WHAT THE TASK ASKS:
Copy, word for word, the lines of the entries below between the one with "<strong>Turnly</strong>" and the one with "M1195 746 1239 726H1336L1357 753", inclusive, and leave out everything else.

EXERCISE MATERIAL:
▬▬▬

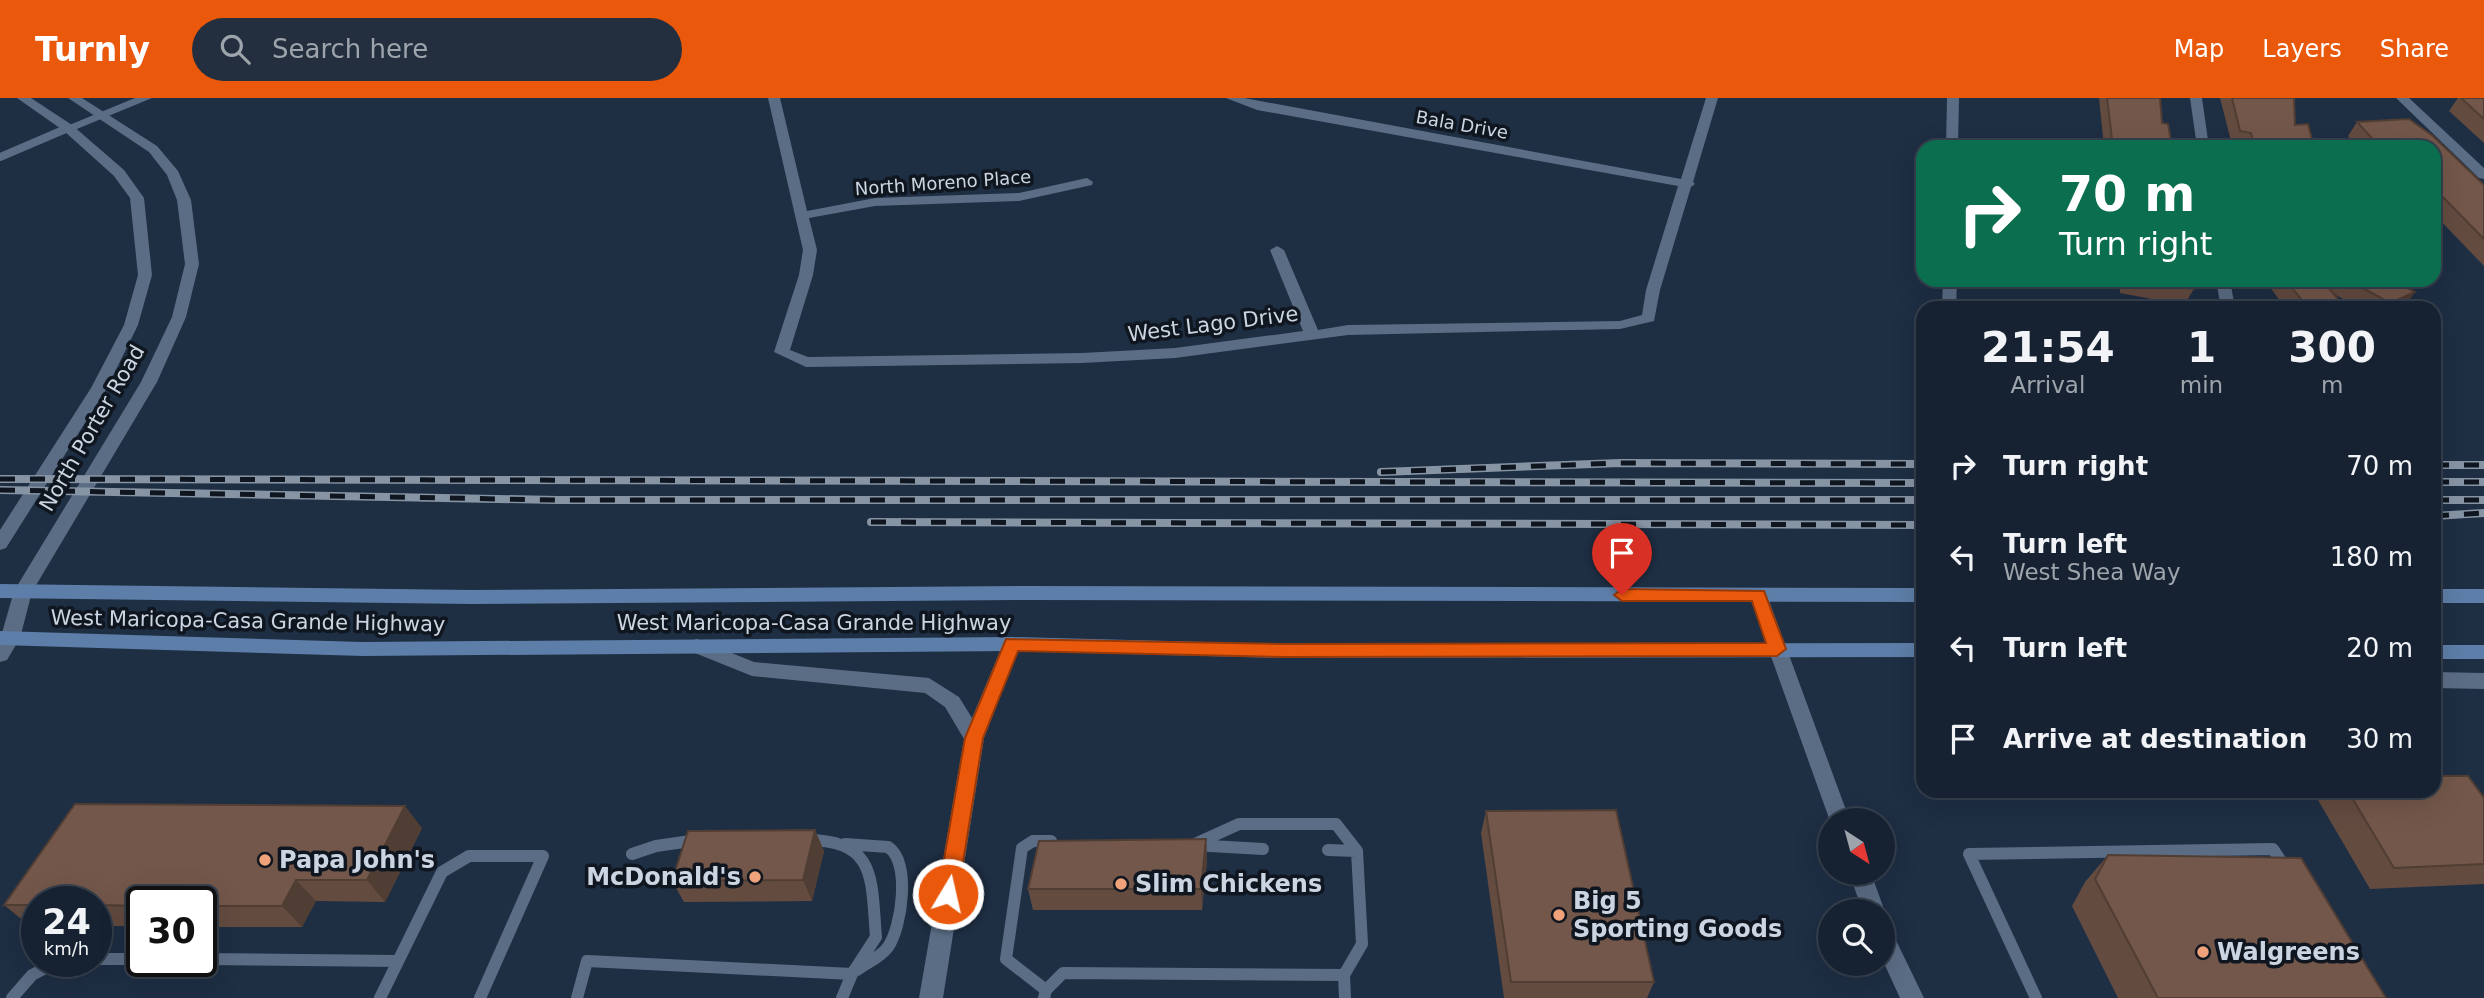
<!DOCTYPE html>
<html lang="en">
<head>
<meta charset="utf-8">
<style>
  body { margin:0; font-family:"DejaVu Sans",sans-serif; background:#232f3e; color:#f1f3f6; height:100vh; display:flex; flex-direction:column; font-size:26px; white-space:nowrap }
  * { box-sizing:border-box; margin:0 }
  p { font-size:23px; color:#9ea4ac }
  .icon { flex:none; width:38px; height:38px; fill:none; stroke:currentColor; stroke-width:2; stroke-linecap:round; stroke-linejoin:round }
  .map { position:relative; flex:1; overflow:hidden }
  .details { position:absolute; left:1916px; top:203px; width:525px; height:497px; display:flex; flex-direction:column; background:#162232; border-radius:21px; box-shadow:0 7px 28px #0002,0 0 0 2px #353f4d }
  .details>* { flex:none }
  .top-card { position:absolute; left:1916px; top:42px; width:525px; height:147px; border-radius:21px; box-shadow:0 7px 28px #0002,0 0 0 2px #353f4d; background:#0b6e4f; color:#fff; overflow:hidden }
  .needle { width:46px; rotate:144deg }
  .tools { position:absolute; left:1818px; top:710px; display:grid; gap:14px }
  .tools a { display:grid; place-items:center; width:77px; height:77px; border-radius:50%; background:#162232; box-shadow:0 7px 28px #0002,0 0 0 2px #353f4d; font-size:35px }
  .speed { position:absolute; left:21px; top:788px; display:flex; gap:14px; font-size:35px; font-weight:700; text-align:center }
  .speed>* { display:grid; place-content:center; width:91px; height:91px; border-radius:50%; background:#162232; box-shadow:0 7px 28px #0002,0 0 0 2px #353f4d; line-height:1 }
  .speed small { font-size:18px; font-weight:400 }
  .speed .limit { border:4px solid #111; border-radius:10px; background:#fff; color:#111 }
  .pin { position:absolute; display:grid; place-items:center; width:60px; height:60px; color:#fff; margin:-72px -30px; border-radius:50% 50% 50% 0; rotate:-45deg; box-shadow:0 0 7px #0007 }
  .pin .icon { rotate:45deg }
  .me { position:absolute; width:77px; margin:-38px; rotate:9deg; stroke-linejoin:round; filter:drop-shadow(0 0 5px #0008) }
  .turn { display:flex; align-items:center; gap:24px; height:147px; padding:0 28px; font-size:32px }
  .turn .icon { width:91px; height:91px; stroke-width:2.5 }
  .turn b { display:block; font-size:49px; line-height:60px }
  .eta { display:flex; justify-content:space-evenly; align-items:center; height:119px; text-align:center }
  .eta b { font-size:42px; font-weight:700; line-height:49px }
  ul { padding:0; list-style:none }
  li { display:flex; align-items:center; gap:21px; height:91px; padding:0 28px }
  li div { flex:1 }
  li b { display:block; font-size:26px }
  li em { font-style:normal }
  header { display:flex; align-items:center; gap:42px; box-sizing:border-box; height:98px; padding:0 35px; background:#ea580c; color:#fff }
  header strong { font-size:33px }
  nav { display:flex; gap:38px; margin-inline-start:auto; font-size:24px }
  .search { width:490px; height:63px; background:#232f3e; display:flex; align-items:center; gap:18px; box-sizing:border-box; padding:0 24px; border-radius:38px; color:#9ea4ac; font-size:26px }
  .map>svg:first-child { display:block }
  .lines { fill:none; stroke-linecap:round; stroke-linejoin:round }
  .service-far1 { stroke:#5b6d85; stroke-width:8 }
  .service { stroke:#5b6d85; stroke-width:12 }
  .minor { fill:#5b6d85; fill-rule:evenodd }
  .tertiary { fill:#5b6d85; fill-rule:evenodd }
  .secondary { fill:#5d7ea8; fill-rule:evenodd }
  .rail-casing { stroke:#8794a4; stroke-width:8 }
  .rail { stroke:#0f161f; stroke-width:5; stroke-dasharray:15; stroke-linecap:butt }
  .wall { fill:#634b40 }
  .shaded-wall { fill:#503d34 }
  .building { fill:#73574a; stroke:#503d34; stroke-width:2 }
  .route { fill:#ea580c; stroke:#983908; stroke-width:2 }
  .poi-dot { fill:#f0a27a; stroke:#0f161f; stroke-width:2.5 }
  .labels { text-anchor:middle; stroke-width:7; stroke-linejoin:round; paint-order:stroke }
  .far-street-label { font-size:18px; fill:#cbd5e2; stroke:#0f161f }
  .street-label { font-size:21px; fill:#cbd5e2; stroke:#0f161f }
  .near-poi-label { font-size:24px; font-weight:bold; fill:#cbd5e2; stroke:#0f161f; text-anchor:start }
</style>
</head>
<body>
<header>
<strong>Turnly</strong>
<div class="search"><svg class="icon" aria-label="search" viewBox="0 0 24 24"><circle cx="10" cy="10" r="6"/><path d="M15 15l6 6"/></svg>Search here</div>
<nav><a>Map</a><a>Layers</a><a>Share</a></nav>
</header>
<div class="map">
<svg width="2484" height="900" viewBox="0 0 2484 900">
  <rect width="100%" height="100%" fill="#1e2e43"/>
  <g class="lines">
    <!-- service-far1 -->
    <path class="service-far1" d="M0 59 68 30"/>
    <!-- service -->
    <path class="service" d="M805 742C877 742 871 780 876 839L852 876
      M845 746 888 749C911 763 902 829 888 849 881 859 867 865 857 872
      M1195 746 1239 726H1336L1357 753
      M1193 747 1263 751
      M1328 752 1357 753 1362 846 1344 877
      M632 756 656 748 698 742
      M96 861H142
      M201 861 398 863
      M1046 892 1006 861 1022 750 1033 743H1051
      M12 900 32 877 59 863
      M380 900 442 774 469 758H543L480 900
      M577 900 587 863 852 876 842 900
      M1044 900 1046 892 1063 875 1344 877 1345 900
      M2036 900 1969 756 2273 751 2285 769"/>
    <!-- minor -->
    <path class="minor" d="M135 0H152L72 33 62 30Z
      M768 0H780L807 113 875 100 1019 95 1087 80 1093 84 1092 87 1019 103 875 108 809 120 817 152 813 177 790 252 808 259 1082 255 1175 250 1303 233 1270 152 1277 148 1284 152 1318 232 1348 227 1620 223 1642 217 1646 192 1678 88 1257 12 1226 0H1244L1681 81 1706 0H1718L1693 84 1695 86 1691 89 1660 192 1654 223 1620 231 1348 237 1175 260 1082 265 806 269 774 254 799 177 803 152Z
      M1947 0H1959L1958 49H1946Z
      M2190 0H2202L2209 49H2197Z
      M2396 0H2409L2484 70V81L2479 80Z
      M1943 182H1957L1956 210H1942Z
      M2216 182H2230L2235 210H2221Z
      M1758 490 1764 492 1767 497 1850 723H1830L1749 497 1752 492Z
      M1012 539 1019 541 1021 546 984 640 943 900H919L964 641 945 609 925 595 752 578 690 553 688 548 690 543 697 541 754 564 929 580 959 599 972 620 1003 546 1005 541Z
      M2434 574 2484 575V591L2434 590Z
      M1849 775H1871L1885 814 1883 818V814H1863Z
      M1883 829 1891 832 1924 900H1900L1883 863Z"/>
    <!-- tertiary -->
    <path class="tertiary" d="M17 0H31L72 27 124 72 144 100 152 177 138 227 107 290 6 450 0 452V432L91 290 124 227 138 177 130 100 114 78 64 33Z
      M68 0H82L157 48 178 73 191 102 199 166 186 219 157 284 32 494 20 540 7 562 0 564V542L14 493 141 284 172 219 185 166 177 102 167 77 149 54Z"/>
    <!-- secondary -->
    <path class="secondary" d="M0 486 472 492 1024 488 1923 490V504L1024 502 472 506 0 500Z
      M2434 491H2484V505H2434Z
      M0 533 363 544 1012 539 1285 546 1923 545V559L1285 560 1012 553 363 558 0 547Z
      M2434 547H2484V561H2434Z"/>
    <!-- rail casing -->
    <g class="rail-casing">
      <path id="rail" d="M2434 367H2484
        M1381 374 1620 365 1923 366
        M0 381 1923 385
        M2434 384H2484
        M0 392 557 402H1923
        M2434 402H2484
        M2434 418 2484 415
        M871 424 1923 427"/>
    </g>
    <!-- rail -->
    <use href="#rail" class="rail"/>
  </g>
  <!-- wall -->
  <path class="wall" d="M2099 0H2160L2162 25 2172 49H2104Z
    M2220 0H2294L2295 27 2314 49H2242L2232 47Z
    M2458 0H2484V45L2449 13Z
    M2409 21 2433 38 2484 87V168L2434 116V49H2357L2348 38 2357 24Z
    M2119 182H2192L2194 191 2184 207 2120 195Z
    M2265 182H2393L2404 210H2360L2332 195 2344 208 2342 210H2285Z
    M2328 693H2434L2484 700V786L2370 791 2318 702Z
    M1486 713 1654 884 1647 900H1504L1481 735Z
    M422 730 385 804 316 803 302 829H201V803H142V828H96V803H37V828H30L4 807Z
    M815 732 824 753 812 803 684 804 672 783Z
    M1206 741 1207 762 1202 812H1033L1028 791Z
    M2108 757 2386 900H2118L2072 808 2085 784Z"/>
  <!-- shaded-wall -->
  <path class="shaded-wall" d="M2415 194 2404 210H2386L2390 205Z
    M405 708 422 730 385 804 367 782Z
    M815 732 824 753 812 803 803 782Z
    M1206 741 1207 762 1202 812 1201 791Z
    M296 782 316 803 302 829 282 808Z"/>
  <!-- building -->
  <path class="building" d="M2107 0H2160L2162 25 2168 26 2172 49H2113Z
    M2232 0H2294L2295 27 2308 26 2314 49H2255L2251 35 2240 33Z
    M2461 0H2484V21Z
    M2409 21 2433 38 2484 87V141L2434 90V49H2380L2357 24Z
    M2141 182H2192L2194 191Z
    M2286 182H2322L2344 208 2305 206Z
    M2348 182H2393L2415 194 2390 205Z
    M2434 678H2468L2484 700V766L2394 770 2348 693H2434Z
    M75 706 405 708 367 782H296L282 808H201V803H142V808L96 807V803H37V807H4Z
    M1616 712 1654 884H1511L1486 713Z
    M815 732 803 782 672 783 688 733Z
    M1206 741 1201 791H1028L1039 743Z
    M2108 757 2301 760 2386 900H2158L2095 781Z"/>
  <!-- route -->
  <path class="route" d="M1622 491 1764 493 1786 551 1777 558 1285 559 1018 553 983 640 958 796 955 802 948 805 941 802 938 796 965 640 1006 541 1285 546 1766 545 1752 503H1622L1614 497Z"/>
  <!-- markers -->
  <g class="poi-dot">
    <circle cx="265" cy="762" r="7"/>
    <circle cx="755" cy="779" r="7"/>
    <circle cx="1121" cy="786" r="7"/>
    <circle cx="1559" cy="817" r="7"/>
    <circle cx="2203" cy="854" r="7"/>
  </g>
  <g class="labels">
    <!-- far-street labels -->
    <g class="far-street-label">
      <text transform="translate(1462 27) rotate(10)" y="6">Bala Drive</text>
      <text transform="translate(943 85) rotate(-4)" y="6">North Moreno Place</text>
    </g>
    <!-- street labels -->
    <g class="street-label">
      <text transform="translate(1213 226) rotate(-7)" y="7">West Lago Drive</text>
      <text transform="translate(92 330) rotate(-60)" y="7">North Porter Road</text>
      <text transform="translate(248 523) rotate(1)" y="7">West Maricopa-Casa Grande Highway</text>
      <text x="814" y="532">West Maricopa-Casa Grande Highway</text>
    </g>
    <!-- near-poi labels -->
    <g class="near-poi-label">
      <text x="279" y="770">Papa John's</text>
      <text x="741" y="787" text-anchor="end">McDonald's</text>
      <text x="1135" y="794">Slim Chickens</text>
      <text x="1573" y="811">Big 5<tspan x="1573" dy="28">Sporting Goods</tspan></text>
      <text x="2217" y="862">Walgreens</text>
    </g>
  </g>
</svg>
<div class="tools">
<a><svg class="needle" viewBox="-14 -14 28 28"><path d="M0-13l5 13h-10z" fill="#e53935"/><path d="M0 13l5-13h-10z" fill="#9ea4ac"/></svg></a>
<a><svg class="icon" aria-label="search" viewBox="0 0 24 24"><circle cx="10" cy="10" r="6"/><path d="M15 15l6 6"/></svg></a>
</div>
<div class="speed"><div>24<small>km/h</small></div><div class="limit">30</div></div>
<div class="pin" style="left:1622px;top:497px;background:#d93025"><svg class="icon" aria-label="arrive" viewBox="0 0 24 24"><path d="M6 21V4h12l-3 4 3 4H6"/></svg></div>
<svg class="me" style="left:948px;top:796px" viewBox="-20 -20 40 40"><circle r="17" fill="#ea580c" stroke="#fff" stroke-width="3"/><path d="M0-11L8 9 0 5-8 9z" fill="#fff"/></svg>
<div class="top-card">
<div class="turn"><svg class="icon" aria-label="right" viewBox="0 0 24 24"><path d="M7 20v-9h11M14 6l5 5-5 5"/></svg><div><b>70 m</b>Turn right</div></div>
</div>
<section class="details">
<div class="eta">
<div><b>21:54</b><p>Arrival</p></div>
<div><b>1</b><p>min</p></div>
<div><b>300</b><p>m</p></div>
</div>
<ul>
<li><svg class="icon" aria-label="right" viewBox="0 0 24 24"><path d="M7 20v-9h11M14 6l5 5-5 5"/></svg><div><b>Turn right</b></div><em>70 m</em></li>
<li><svg class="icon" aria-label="left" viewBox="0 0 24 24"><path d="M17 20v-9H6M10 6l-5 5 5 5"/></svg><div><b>Turn left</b><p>West Shea Way</p></div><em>180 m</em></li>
<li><svg class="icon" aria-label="left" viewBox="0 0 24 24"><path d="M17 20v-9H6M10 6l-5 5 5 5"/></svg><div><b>Turn left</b></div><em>20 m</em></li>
<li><svg class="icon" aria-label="arrive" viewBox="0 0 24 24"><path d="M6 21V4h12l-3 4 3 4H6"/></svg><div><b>Arrive at destination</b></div><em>30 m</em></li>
</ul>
</section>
</div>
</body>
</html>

▬▬▬

RESPONSE AREA:
<strong>Turnly</strong>
<div class="search"><svg class="icon" aria-label="search" viewBox="0 0 24 24"><circle cx="10" cy="10" r="6"/><path d="M15 15l6 6"/></svg>Search here</div>
<nav><a>Map</a><a>Layers</a><a>Share</a></nav>
</header>
<div class="map">
<svg width="2484" height="900" viewBox="0 0 2484 900">
  <rect width="100%" height="100%" fill="#1e2e43"/>
  <g class="lines">
    <!-- service-far1 -->
    <path class="service-far1" d="M0 59 68 30"/>
    <!-- service -->
    <path class="service" d="M805 742C877 742 871 780 876 839L852 876
      M845 746 888 749C911 763 902 829 888 849 881 859 867 865 857 872
      M1195 746 1239 726H1336L1357 753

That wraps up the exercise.